The jinni and magic objects have some peculiar effects, especially when used in ways they were not intended. When his magic is used for unselfish purposes, Jinni is often out of commission for days on end, although his recovery time does gradually shorten. The orb at first produces a tremendous headache and severe rash, but these too dwindle the more times Aminah uses it. In addition, the Jinni has a set of peculiar rules he must follow. It is implied that there are more rules for jinn, but these are the ones applicable to the book:

  • The possessor of the lamp may make three wishes after each full moon. He or she may make those three wishes any time from the night of the full moon to the day of the next full moon, then the count begins again.
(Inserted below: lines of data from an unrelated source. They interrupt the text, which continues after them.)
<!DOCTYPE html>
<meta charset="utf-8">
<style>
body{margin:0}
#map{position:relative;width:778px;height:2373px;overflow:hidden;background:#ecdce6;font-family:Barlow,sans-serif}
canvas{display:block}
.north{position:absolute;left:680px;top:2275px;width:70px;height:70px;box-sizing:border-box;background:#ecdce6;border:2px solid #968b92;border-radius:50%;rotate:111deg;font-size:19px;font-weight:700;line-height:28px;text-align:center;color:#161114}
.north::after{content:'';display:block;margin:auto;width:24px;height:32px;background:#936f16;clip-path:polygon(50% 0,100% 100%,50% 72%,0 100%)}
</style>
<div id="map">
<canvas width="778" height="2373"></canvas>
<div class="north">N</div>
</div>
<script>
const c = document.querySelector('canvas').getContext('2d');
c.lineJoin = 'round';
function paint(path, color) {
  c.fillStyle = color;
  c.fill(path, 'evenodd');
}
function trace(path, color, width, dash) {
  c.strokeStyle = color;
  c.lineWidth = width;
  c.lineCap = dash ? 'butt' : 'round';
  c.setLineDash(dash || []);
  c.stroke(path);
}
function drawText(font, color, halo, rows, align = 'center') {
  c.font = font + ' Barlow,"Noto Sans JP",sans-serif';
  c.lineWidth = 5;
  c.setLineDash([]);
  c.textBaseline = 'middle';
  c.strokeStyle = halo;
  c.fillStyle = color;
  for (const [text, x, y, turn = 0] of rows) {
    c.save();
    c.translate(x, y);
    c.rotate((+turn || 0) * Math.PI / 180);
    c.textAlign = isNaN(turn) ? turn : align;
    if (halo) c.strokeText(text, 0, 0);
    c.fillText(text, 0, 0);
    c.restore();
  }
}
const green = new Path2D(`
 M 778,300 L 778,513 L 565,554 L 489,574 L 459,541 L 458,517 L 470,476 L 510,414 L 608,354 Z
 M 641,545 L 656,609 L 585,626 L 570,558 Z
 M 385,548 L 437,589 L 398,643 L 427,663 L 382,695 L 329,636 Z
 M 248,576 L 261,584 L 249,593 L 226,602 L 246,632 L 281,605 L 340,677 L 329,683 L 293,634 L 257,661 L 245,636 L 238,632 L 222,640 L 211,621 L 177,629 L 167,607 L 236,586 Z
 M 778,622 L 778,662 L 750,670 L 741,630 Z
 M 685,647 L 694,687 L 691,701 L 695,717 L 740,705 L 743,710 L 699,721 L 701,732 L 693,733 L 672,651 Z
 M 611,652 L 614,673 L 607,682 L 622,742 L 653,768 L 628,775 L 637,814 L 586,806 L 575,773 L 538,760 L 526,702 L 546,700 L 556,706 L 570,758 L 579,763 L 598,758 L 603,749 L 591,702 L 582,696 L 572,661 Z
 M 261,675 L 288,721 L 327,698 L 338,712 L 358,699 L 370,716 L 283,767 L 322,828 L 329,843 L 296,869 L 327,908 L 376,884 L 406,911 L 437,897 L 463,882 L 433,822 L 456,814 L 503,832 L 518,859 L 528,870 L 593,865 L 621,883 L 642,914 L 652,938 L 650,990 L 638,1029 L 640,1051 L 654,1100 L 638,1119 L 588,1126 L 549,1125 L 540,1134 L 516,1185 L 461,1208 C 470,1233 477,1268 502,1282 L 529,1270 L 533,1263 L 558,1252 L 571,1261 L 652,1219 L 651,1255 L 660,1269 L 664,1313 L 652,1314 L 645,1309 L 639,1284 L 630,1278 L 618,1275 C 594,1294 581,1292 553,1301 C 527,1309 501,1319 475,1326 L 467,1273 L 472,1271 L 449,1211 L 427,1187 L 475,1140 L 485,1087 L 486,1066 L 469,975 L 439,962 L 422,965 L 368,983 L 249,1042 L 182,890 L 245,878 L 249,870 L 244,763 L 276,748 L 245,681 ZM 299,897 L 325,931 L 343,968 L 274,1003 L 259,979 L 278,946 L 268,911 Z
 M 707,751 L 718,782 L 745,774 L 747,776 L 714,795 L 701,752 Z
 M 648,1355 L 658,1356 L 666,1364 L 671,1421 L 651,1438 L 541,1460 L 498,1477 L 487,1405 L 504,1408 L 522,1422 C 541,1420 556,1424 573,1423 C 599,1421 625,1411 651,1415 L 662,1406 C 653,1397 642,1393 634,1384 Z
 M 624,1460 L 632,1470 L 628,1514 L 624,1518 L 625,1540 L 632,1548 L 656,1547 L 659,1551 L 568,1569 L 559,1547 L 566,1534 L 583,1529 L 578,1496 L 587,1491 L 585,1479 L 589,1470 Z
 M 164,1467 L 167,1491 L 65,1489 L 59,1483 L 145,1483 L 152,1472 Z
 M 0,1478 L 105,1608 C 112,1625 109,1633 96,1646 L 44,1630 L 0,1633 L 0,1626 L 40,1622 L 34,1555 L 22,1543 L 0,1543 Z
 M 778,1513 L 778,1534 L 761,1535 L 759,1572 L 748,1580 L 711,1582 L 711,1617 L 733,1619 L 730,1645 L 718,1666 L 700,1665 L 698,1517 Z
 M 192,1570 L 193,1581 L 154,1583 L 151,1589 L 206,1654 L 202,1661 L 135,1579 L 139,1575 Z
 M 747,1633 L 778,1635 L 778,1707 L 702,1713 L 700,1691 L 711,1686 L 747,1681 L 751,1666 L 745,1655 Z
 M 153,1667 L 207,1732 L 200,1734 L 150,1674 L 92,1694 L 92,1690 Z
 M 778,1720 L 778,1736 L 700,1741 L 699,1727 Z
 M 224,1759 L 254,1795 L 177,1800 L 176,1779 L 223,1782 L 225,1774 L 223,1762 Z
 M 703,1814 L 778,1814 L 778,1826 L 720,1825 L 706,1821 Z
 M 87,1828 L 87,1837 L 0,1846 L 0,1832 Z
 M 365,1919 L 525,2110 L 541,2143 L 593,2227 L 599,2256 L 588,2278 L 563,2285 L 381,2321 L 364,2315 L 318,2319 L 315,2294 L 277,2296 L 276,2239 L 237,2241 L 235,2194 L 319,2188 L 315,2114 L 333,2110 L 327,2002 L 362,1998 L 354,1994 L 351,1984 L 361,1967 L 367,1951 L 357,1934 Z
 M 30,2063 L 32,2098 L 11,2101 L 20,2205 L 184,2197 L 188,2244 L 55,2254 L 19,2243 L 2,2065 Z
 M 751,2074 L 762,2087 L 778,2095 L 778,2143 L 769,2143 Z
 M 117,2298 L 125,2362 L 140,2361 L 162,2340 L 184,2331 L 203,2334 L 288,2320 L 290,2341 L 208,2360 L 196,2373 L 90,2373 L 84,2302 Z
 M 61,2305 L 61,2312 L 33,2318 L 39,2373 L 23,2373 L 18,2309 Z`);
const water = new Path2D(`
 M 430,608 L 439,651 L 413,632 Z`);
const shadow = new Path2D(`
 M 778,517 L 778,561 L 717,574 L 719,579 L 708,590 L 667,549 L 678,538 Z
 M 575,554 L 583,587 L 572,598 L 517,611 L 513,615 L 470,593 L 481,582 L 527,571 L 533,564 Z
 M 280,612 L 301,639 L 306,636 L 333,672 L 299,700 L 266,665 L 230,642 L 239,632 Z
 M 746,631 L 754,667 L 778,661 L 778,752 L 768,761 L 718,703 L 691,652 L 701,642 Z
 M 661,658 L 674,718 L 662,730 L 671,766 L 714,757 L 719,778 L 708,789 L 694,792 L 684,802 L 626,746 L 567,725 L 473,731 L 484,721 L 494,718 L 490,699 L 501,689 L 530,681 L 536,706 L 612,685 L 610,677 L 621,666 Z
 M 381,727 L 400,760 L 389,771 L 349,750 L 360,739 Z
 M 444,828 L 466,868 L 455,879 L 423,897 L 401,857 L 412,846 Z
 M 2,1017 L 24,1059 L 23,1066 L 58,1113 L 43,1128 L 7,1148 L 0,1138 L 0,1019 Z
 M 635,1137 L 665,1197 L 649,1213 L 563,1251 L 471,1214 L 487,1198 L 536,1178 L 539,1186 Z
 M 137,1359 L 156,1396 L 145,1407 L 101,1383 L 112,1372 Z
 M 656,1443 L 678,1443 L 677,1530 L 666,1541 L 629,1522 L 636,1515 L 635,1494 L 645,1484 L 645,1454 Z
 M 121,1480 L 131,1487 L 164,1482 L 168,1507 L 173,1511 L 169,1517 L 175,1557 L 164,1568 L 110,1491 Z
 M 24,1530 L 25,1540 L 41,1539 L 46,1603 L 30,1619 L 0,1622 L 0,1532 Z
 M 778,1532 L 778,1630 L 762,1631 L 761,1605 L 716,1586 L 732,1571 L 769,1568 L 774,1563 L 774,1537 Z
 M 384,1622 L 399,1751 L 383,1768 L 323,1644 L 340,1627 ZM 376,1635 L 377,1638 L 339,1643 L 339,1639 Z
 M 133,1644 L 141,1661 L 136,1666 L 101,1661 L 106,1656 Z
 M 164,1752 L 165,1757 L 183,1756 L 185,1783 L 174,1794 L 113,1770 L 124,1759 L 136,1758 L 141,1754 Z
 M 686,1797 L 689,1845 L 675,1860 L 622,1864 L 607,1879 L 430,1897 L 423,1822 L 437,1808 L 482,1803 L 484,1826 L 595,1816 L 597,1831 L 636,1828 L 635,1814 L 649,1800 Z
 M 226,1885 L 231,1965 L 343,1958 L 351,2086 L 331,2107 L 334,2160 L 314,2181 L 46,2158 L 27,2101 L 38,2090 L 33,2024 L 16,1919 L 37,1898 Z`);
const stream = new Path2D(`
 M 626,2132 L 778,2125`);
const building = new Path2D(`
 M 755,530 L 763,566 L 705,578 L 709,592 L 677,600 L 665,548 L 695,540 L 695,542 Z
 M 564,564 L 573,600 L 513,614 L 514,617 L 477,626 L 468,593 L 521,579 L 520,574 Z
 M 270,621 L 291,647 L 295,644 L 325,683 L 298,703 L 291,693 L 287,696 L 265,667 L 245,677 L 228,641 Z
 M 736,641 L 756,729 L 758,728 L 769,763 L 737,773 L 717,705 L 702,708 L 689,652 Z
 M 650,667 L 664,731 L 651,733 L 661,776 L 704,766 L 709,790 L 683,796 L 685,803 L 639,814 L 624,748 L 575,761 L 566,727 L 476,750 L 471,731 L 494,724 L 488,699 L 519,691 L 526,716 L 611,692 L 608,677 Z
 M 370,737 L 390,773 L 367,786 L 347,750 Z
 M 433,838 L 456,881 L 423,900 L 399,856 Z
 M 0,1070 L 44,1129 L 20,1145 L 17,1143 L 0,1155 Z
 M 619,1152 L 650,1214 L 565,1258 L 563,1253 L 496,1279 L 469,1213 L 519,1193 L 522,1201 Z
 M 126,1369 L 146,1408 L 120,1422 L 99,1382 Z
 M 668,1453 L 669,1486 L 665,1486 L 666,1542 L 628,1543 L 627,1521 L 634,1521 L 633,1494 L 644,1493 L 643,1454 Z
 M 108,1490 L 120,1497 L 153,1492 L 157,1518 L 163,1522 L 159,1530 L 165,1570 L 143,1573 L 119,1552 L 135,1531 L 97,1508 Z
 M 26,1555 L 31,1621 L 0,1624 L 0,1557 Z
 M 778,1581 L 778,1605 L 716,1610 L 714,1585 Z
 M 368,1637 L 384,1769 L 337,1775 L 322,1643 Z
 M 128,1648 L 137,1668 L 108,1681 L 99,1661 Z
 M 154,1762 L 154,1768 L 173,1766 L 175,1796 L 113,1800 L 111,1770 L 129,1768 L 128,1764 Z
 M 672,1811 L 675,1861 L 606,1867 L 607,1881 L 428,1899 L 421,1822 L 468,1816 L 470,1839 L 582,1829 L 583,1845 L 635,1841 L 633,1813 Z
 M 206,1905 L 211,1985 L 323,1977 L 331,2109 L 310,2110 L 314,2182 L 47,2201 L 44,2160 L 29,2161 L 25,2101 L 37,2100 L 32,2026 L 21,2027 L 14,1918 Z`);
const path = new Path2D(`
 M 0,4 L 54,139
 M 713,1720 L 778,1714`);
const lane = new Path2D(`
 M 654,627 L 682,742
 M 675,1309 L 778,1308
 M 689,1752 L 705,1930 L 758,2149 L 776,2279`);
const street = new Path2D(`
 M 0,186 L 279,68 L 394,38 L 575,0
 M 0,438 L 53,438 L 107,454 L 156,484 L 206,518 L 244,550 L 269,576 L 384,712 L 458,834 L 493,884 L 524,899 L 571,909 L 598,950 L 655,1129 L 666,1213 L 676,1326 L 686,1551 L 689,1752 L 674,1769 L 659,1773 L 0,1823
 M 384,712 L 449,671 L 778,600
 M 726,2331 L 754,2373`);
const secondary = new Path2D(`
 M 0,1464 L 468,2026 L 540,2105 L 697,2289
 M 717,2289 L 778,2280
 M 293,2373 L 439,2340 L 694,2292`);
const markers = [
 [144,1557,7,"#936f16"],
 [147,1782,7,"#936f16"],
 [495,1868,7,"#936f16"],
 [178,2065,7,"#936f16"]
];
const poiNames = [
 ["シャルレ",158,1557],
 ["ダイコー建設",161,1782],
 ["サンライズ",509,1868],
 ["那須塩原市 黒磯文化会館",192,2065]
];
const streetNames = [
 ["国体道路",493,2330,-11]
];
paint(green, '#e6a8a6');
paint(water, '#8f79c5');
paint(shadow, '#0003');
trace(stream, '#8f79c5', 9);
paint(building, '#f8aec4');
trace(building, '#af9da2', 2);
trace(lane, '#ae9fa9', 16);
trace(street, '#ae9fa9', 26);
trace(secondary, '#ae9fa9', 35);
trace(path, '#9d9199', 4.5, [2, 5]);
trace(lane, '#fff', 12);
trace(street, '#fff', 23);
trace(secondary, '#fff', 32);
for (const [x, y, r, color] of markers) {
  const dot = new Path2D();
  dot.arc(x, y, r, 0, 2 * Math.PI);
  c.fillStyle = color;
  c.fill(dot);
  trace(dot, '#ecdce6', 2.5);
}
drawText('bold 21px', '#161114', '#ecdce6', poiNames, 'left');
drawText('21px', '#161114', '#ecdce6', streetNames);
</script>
  • A maximum of three people may possess the lamp per month. Each time someone new gains the lamp, they may have all three wishes.
  • Jinnis cannot affect the world in general. They can affect specific events, things, and people past, present, and future.
  • The possessor of the lamp may not wish for more wishes, wish to never lose the lamp, or make wishes on behalf of the jinni.
  • A jinni may transport a homogeneous group of people or things with a single wish. A jinni may not transport a mixed group of objects, but he may transport the contents of a container along with the container
    • This is why, in order to transport both Hassan and the magic pots, Hassan had to be inside of a pot.